Jesuit theologian Courtney Murray continues to inspire the church

WASHINGTON — There's little doubt among the church's deep thinkers that renowned theologian Jesuit Father John Courtney Murray continues to shape Catholic social thought and interaction today, 50 years after his death.

 

Beginning in the 1940s and through his death in 1967, his writings on religious freedom, birth control, church-state relations, Catholic engagement in pluralistic American society, war — even nuclear war — and peace have led to a more prominent profile for the U.S. church in public life.

Father Murray also played a role in the Second Vatican Council, having been sent to Rome for the council's second session in 1963. Although he had been forbidden to speak publicly on the issue of religious freedom from 1956 to 1960 because his views contrasted with long-standing church teaching on engagement with other faiths, he drafted the third and fourth versions of what became the council's 1965 document on religious freedom, "Dignitatis Humanae" ("The Dignity of the Human Person").

While the average Catholic may not know about Father Murray, his essays and theological reflections shaped U.S. Catholic thought in the middle of the 20th century and continue to influence American church life today.

A daylong Georgetown University program Nov. 16 marking Father Murray's Aug. 14, 1967, death examined his legacy within the U.S. Catholic Church. Panels of speakers and a keynote address broadly reviewed what they described as the public theology the Jesuit undertook, examining his writings and relating them to the contemporary world.

In his keynote address, Bishop Robert W. McElroy of San Diego repeated a description of Father Murray that he used in a 2005 article in America magazine, calling him "the most significant Catholic theologian that the church in the United States ever produced."

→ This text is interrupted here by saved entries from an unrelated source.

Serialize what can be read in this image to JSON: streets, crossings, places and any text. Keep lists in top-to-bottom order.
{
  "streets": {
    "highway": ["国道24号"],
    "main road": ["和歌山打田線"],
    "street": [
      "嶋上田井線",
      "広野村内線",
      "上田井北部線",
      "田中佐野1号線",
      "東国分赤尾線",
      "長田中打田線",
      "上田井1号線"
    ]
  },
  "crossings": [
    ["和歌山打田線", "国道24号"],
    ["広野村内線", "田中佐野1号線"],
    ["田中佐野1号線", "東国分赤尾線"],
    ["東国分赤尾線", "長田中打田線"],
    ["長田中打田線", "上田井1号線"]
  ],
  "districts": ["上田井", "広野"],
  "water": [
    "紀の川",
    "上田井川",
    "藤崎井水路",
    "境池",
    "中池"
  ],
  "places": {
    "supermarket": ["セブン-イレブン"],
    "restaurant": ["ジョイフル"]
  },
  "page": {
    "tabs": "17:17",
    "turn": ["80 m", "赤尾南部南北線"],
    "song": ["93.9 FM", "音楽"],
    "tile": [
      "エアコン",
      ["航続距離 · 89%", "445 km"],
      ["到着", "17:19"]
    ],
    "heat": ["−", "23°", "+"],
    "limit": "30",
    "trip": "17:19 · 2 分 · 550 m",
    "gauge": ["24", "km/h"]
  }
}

"His thought was so deeply rooted in the enduring questions of humanity, faith and society, and so precise in its expression that we still find in his work a mine from which we can extract profound insights to address the most compelling questions that we face as a people of faith and a nation in this new millennium," Bishop McElroy said.

It's not just the sheer quantity of Father Murray's work that qualifies him for Bishop McElroy's honor, but also the breadth of issues the priest explored.

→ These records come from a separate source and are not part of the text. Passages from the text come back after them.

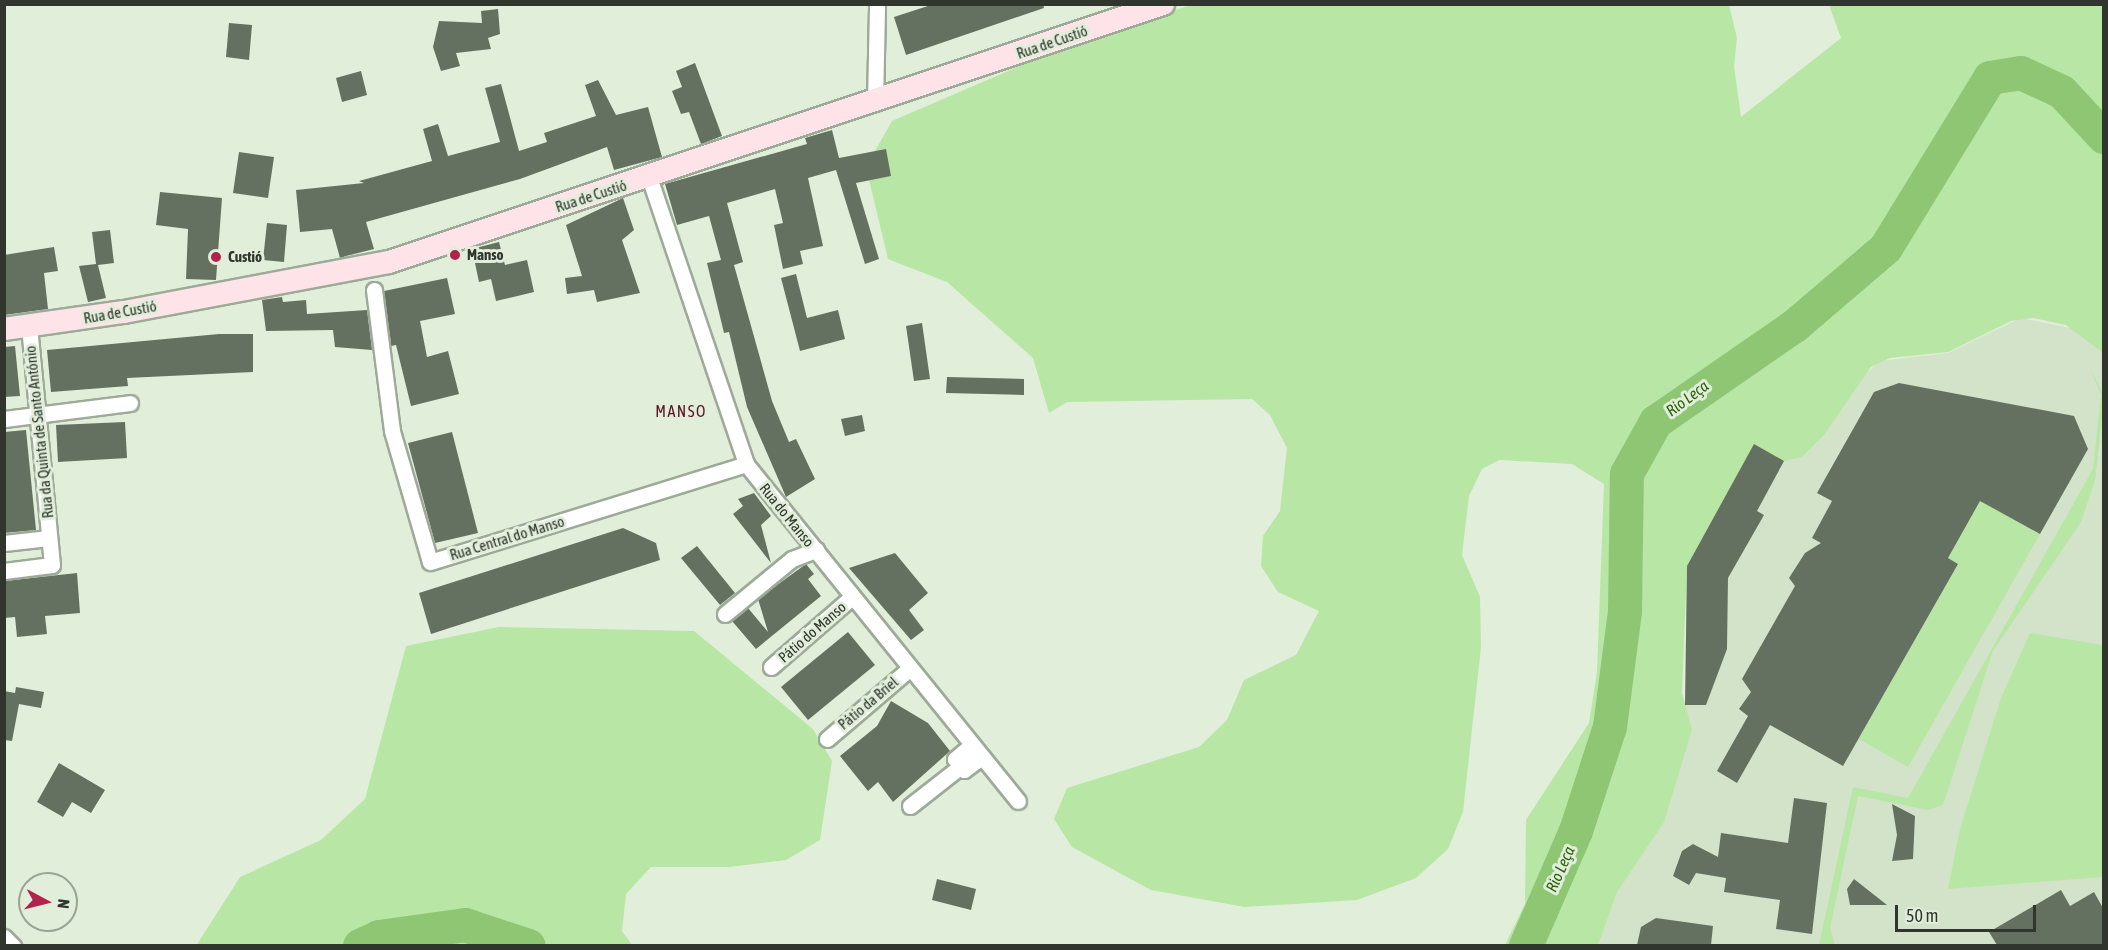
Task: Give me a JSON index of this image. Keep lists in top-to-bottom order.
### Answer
{
  "streets": {
    "main road": ["Rua de Custió"],
    "street": [
      "Rua da Quinta de Santo António",
      "Rua do Manso",
      "Rua Central do Manso",
      "Pátio do Manso",
      "Pátio da Briel"
    ]
  },
  "crossings": [
    ["Rua de Custió", "Rua da Quinta de Santo António"],
    ["Rua de Custió", "Rua do Manso"],
    ["Rua do Manso", "Rua Central do Manso"],
    ["Rua do Manso", "Pátio do Manso"],
    ["Rua do Manso", "Pátio da Briel"]
  ],
  "districts": ["MANSO"],
  "water": ["Rio Leça"],
  "places": ["Manso", "Custió"],
  "scale_bar": "50 m",
  "north": "right"
}
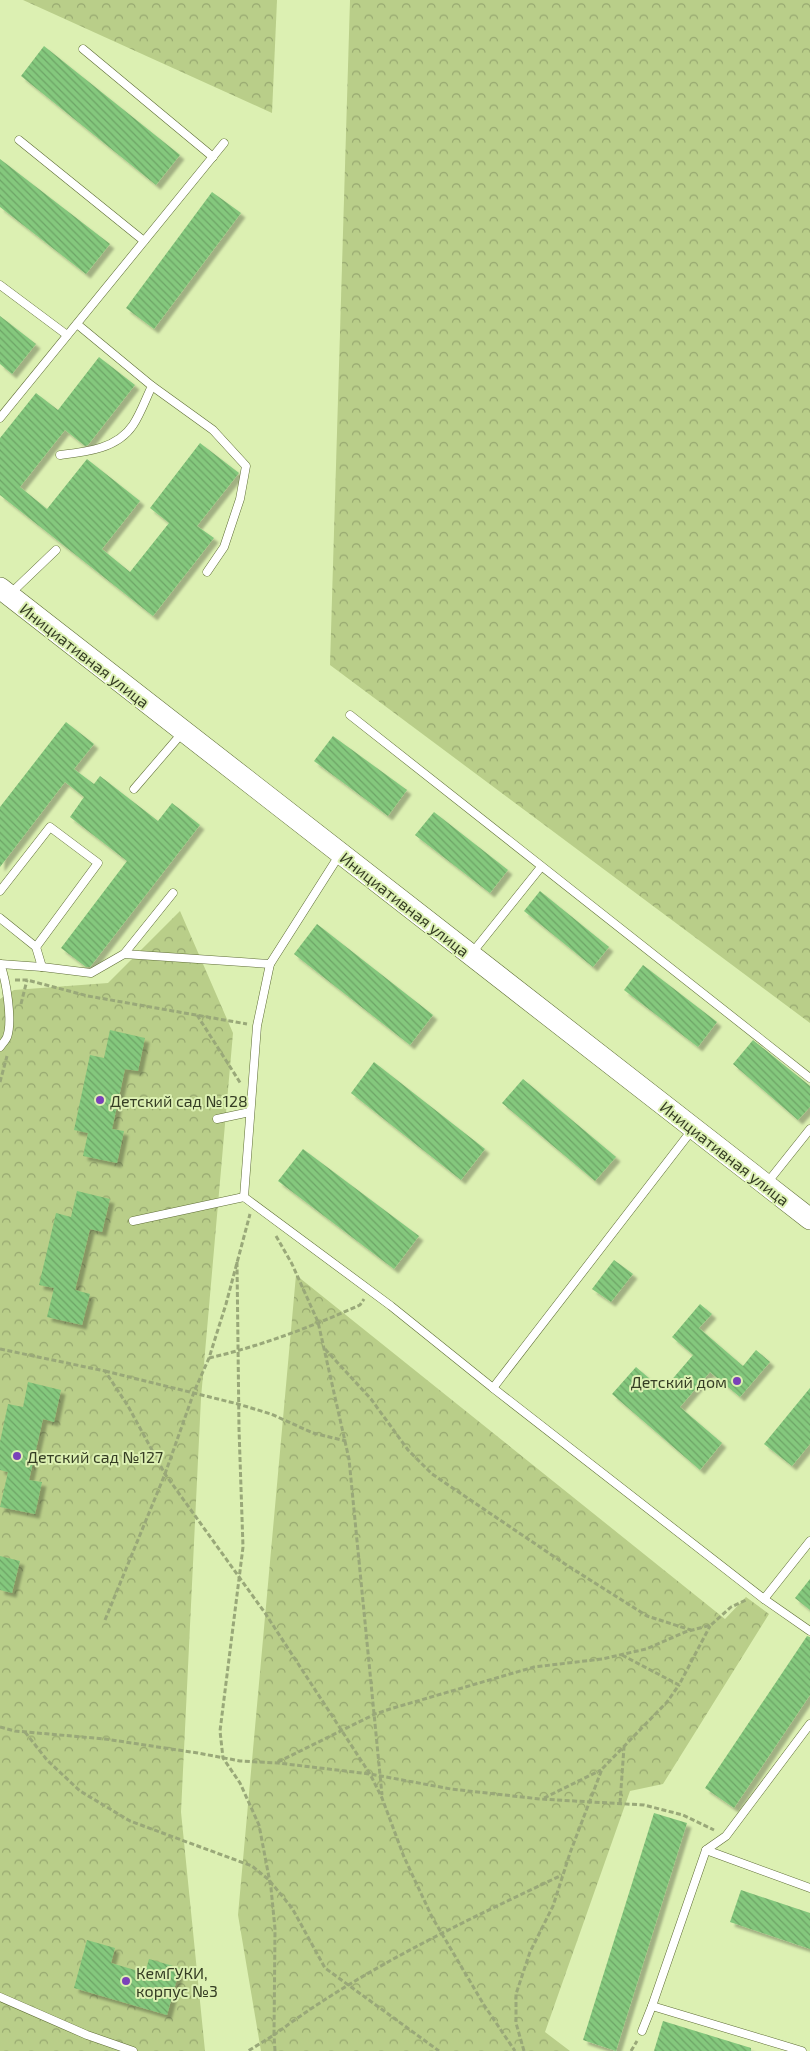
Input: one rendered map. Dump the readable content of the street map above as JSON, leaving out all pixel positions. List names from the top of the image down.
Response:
{
  "streets": {
    "main road": ["Инициативная улица"]
  },
  "places": [
    "Детский сад №128",
    "Детский дом",
    "Детский сад №127",
    "КемГУКИ, корпус №3"
  ]
}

And it was his landmark 1960 book We Hold These Truth that helped shape Catholic understanding of the church's role in a pluralistic society.

A biography on the website of Georgetown's Woodstock Theological Library describes, for example, how bishops consulted with Father Murray on numerous legal issues, including birth control and censorship of pornography.

Several presentations also addressed Father Murray's concern for the importance of building understanding among people in an increasingly secular society, particularly across faith divides.

Such concerns, said Bishop McElroy, who has extensively studied and written about the work of the Father Murray, suggest that the Jesuit would have been outspoken about the divisiveness that marks American society today. He said Father Murray early in his career wrote about cooperation across faiths long before it became an important goal of Catholic officials.

"His early writings were on this question, defending the notion that there could be working together," Bishop McElroy said. "It may be best for our country in terms of public consensus ... to work together for common goals rather than working out all the foundations for dialogue before we begin to take actions in solidarity."

Afterward, Bishop McElroy said that Father Murray's insights offer the church and society the opportunity for its members to re-establish bonds with each other and to move beyond political or ideological differences. The bishop called for the solidarity that St. John Paul II envisioned "that ties us together, that there's a sense we're willing to make sacrifices for one another."

"It is the understanding that we are graced to live and are debtors of the society. It's a different stance," Bishop McElroy added. "It's understanding we are all children of one God, we're all together and we're a community graced. We're debtors first and that's how we begin."